(Collected data)
•••••

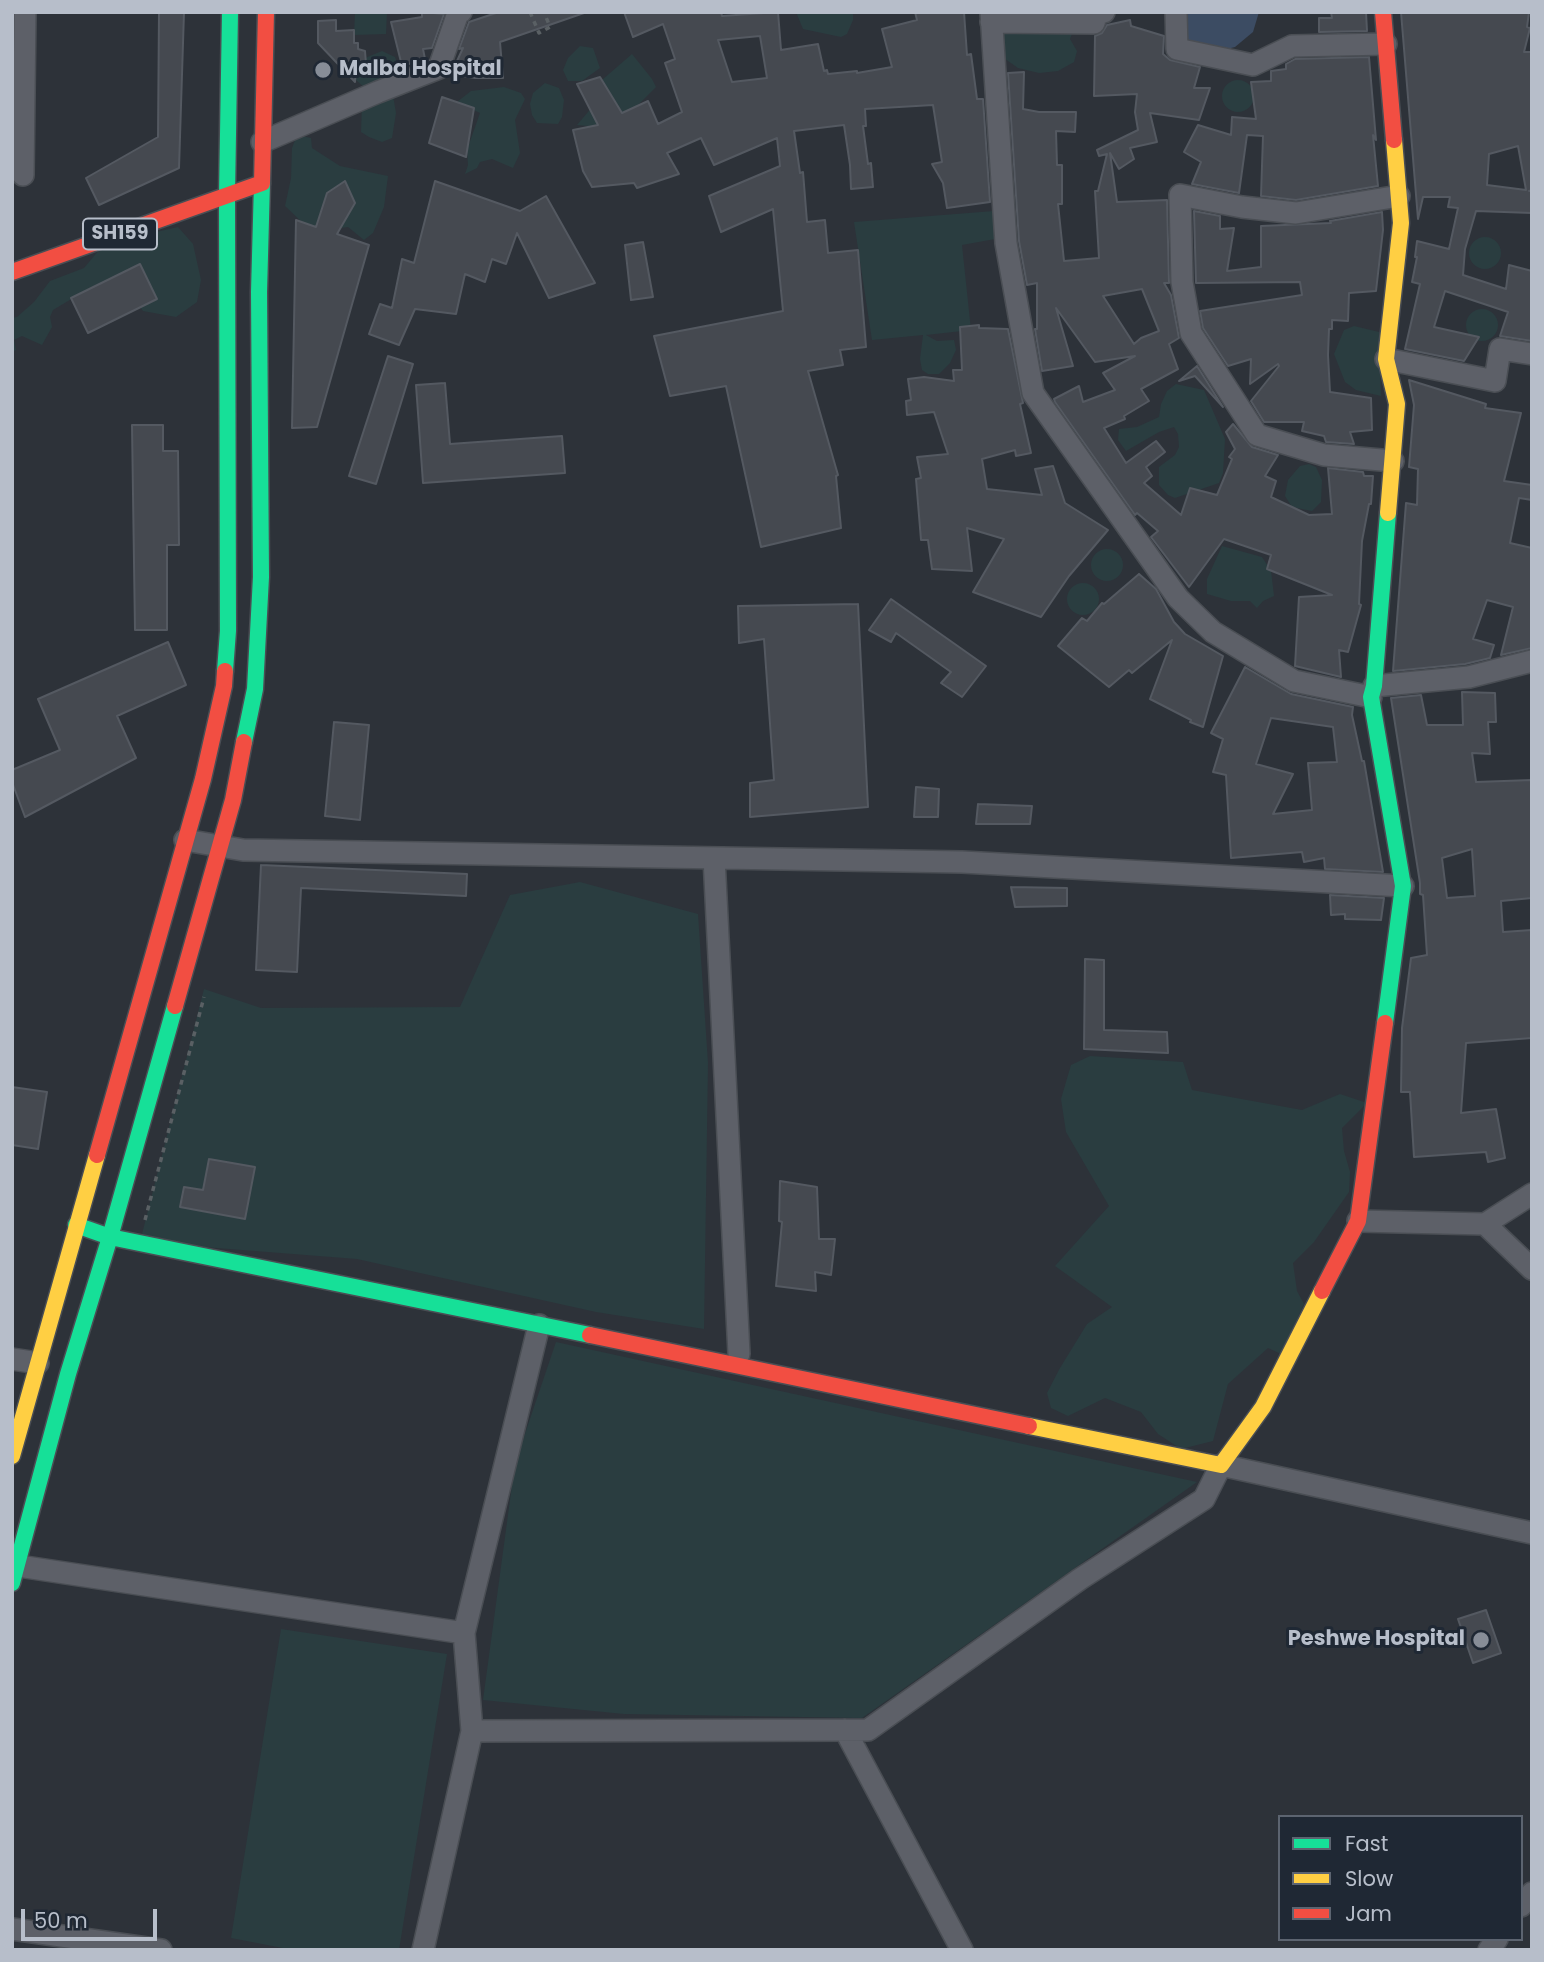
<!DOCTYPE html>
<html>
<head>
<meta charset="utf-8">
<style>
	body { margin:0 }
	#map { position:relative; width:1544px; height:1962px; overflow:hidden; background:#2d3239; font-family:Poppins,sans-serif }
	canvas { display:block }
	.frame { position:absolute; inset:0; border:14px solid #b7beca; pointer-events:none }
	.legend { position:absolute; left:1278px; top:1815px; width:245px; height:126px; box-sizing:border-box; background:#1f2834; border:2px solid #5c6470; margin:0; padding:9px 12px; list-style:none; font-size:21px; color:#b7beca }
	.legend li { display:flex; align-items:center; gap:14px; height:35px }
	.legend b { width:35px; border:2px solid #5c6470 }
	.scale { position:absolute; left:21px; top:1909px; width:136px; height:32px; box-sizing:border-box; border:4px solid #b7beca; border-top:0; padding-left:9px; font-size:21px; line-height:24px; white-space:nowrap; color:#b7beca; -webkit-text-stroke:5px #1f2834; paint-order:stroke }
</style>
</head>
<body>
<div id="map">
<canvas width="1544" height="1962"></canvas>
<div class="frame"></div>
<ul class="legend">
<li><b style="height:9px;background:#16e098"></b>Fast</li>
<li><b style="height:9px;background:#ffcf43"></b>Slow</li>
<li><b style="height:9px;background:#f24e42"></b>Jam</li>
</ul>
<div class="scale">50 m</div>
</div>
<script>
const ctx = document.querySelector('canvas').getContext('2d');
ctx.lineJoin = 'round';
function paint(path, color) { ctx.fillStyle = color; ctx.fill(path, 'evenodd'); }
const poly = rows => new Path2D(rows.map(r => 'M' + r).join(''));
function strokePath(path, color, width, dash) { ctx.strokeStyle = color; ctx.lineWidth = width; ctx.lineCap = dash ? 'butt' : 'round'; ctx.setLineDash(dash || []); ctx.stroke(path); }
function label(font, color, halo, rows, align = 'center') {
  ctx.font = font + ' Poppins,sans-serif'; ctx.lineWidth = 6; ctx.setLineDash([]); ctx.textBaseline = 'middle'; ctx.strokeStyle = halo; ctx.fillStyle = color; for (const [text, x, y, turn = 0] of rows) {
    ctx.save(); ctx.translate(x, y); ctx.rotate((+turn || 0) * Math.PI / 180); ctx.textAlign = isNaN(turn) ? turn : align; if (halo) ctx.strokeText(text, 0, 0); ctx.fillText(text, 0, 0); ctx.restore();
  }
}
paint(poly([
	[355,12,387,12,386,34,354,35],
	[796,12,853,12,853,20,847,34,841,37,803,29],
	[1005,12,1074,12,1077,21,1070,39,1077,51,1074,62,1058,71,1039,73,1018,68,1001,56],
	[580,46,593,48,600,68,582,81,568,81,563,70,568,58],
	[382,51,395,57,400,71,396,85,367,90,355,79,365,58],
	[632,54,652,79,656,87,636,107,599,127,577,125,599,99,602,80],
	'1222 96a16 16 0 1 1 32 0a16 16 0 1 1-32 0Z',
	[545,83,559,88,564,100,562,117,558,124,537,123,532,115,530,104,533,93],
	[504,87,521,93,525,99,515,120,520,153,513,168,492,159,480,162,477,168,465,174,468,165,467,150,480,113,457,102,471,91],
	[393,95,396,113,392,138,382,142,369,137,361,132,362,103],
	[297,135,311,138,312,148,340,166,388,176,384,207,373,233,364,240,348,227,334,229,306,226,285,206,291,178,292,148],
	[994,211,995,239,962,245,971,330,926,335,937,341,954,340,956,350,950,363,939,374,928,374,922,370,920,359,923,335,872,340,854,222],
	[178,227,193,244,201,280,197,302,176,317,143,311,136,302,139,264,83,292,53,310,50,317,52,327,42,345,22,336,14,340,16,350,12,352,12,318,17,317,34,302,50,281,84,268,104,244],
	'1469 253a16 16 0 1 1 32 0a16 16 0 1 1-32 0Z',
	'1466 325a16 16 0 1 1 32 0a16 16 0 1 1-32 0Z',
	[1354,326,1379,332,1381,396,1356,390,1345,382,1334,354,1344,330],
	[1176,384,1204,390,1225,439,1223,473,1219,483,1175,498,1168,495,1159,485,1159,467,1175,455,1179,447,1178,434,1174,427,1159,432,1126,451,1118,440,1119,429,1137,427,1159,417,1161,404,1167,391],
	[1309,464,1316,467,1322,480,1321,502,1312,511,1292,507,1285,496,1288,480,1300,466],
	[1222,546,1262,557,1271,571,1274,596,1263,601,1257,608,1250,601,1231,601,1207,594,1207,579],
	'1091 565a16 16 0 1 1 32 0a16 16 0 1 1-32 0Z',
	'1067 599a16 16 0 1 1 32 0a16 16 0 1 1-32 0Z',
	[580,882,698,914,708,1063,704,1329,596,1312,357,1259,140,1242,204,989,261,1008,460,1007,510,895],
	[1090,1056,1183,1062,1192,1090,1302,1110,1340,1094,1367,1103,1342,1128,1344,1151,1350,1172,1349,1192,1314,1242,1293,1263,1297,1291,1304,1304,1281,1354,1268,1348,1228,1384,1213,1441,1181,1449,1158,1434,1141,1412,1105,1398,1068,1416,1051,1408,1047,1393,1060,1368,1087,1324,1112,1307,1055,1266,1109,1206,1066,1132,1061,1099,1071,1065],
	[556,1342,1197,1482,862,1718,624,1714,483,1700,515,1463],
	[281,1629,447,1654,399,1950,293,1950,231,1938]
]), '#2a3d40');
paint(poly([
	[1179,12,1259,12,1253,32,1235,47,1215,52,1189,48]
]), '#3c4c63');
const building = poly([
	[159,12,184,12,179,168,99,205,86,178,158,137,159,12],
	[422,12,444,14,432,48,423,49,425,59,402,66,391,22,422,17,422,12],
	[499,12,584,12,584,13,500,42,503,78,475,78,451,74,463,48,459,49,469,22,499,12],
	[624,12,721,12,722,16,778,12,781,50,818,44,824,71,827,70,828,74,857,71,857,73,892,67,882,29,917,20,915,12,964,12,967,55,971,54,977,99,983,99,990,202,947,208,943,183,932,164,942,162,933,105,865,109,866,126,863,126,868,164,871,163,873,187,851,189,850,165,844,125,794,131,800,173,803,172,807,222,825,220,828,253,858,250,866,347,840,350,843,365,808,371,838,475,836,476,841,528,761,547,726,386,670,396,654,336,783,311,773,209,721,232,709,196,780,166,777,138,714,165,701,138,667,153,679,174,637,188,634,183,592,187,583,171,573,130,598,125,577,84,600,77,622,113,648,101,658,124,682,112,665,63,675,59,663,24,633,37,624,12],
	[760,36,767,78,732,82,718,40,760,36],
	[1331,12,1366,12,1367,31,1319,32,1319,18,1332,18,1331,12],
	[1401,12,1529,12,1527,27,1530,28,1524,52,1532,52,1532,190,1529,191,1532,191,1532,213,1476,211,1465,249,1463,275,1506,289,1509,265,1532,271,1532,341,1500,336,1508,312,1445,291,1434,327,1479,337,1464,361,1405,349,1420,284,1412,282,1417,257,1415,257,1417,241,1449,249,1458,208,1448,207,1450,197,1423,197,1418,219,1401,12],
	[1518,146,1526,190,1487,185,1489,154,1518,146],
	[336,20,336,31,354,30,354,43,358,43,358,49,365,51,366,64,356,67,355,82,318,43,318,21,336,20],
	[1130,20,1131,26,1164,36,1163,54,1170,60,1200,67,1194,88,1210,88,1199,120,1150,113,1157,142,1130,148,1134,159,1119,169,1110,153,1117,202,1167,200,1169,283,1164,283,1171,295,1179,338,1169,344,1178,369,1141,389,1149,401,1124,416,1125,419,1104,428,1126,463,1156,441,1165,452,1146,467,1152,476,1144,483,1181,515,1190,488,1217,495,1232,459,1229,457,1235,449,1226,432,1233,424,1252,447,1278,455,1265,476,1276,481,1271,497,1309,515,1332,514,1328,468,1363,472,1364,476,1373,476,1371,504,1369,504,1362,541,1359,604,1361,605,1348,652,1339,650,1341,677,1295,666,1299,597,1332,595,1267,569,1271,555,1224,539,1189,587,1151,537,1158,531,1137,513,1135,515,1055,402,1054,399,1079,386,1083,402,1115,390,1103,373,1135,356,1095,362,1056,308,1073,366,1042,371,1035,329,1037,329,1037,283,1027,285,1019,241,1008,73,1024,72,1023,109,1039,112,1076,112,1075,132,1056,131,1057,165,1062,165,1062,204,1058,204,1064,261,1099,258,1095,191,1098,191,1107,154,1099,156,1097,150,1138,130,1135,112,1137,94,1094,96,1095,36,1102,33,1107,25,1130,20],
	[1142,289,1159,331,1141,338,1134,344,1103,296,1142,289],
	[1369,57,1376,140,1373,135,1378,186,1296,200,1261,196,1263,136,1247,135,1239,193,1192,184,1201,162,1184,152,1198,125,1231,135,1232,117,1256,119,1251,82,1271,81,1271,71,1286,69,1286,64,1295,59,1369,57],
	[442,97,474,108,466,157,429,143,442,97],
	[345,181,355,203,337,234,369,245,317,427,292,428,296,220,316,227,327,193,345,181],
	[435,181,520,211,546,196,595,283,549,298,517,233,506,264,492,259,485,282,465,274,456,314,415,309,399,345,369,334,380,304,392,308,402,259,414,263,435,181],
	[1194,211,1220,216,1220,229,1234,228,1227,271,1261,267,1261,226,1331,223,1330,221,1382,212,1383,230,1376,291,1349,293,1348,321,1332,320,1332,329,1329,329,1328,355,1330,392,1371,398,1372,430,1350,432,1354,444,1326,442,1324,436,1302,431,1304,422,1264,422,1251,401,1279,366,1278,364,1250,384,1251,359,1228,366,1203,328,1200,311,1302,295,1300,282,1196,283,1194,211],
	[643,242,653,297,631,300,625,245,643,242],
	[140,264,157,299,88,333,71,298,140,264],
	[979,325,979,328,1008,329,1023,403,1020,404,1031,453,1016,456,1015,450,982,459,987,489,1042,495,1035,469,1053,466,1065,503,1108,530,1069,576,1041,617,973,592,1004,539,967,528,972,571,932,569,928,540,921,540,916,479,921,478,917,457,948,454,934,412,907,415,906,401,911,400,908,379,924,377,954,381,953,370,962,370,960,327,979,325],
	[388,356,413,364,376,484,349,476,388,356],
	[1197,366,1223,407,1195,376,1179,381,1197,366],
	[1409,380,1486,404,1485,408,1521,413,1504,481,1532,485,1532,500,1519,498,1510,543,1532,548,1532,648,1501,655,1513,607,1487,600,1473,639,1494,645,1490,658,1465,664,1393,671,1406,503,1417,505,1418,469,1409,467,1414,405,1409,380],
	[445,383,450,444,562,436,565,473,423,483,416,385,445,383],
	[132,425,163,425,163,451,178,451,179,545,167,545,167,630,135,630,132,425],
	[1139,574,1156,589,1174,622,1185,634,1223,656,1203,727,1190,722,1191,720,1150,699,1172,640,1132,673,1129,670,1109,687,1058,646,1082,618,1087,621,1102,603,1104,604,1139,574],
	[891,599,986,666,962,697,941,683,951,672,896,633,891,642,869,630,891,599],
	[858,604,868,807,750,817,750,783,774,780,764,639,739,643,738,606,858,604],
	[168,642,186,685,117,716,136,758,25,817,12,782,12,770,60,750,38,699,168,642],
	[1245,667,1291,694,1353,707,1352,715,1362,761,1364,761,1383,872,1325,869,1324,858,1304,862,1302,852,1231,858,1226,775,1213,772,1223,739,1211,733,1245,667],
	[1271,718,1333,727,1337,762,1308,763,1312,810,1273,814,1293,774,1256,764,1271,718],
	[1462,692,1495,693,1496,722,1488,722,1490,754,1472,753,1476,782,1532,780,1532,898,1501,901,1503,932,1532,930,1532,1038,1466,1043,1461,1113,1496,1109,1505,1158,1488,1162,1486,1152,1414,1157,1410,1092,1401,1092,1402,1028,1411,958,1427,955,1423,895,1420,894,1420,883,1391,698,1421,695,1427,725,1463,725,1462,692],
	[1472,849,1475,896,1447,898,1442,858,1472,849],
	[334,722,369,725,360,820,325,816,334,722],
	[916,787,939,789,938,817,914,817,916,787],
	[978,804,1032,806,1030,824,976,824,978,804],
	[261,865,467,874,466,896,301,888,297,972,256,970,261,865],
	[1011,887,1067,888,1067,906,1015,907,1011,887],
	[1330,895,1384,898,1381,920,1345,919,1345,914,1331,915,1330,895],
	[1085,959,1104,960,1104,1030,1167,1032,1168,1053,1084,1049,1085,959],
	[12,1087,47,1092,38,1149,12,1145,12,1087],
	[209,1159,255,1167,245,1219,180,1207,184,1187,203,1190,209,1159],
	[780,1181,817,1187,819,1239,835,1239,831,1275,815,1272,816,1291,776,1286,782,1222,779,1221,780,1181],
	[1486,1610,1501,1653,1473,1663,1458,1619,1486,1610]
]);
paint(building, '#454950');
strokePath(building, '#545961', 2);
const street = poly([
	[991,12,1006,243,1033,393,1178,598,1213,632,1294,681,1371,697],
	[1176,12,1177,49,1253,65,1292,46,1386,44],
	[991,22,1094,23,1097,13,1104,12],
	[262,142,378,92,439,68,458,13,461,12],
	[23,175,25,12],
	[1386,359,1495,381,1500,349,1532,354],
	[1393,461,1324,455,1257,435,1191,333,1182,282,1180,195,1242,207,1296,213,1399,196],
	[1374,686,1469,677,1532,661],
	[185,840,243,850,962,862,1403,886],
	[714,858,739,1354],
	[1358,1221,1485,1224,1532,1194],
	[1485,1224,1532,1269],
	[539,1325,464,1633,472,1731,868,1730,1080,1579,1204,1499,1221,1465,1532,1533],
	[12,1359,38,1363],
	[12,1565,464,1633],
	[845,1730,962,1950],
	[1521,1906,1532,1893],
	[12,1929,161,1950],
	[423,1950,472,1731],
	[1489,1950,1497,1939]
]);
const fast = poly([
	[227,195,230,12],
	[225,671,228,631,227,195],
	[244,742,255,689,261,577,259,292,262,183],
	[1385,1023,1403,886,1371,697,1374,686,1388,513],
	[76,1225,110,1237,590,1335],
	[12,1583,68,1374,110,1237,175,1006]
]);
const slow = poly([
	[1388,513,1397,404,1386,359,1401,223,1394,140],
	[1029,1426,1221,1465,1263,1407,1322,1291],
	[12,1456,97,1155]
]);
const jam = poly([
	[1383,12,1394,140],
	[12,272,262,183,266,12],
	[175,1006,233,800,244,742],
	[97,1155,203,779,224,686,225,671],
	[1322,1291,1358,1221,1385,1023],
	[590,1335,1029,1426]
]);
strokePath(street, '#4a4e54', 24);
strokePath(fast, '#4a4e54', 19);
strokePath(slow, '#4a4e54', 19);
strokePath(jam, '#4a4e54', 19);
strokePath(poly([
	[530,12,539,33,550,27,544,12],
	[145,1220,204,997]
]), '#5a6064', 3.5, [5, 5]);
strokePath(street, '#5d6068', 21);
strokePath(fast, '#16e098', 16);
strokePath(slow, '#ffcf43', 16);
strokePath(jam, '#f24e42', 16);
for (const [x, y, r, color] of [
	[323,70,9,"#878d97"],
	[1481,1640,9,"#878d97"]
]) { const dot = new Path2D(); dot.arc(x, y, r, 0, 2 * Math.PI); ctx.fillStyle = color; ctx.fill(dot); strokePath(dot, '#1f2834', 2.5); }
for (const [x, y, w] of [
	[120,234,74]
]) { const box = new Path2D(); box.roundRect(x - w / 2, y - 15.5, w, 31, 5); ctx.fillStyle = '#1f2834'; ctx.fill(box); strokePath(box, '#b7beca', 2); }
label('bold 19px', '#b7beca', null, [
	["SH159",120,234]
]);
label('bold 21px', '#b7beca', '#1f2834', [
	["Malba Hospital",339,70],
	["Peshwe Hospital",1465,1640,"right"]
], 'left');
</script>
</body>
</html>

•••••

▶ Activity:
Could you repeat, exactly and with nothing added, the lines from the top of the entries above through the line that holds "position:absolute; left:1278px; top:1815px;", leaving out any pictures?

▶ Response to this exercise:
<!DOCTYPE html>
<html>
<head>
<meta charset="utf-8">
<style>
	body { margin:0 }
	#map { position:relative; width:1544px; height:1962px; overflow:hidden; background:#2d3239; font-family:Poppins,sans-serif }
	canvas { display:block }
	.frame { position:absolute; inset:0; border:14px solid #b7beca; pointer-events:none }
	.legend { position:absolute; left:1278px; top:1815px; width:245px; height:126px; box-sizing:border-box; background:#1f2834; border:2px solid #5c6470; margin:0; padding:9px 12px; list-style:none; font-size:21px; color:#b7beca }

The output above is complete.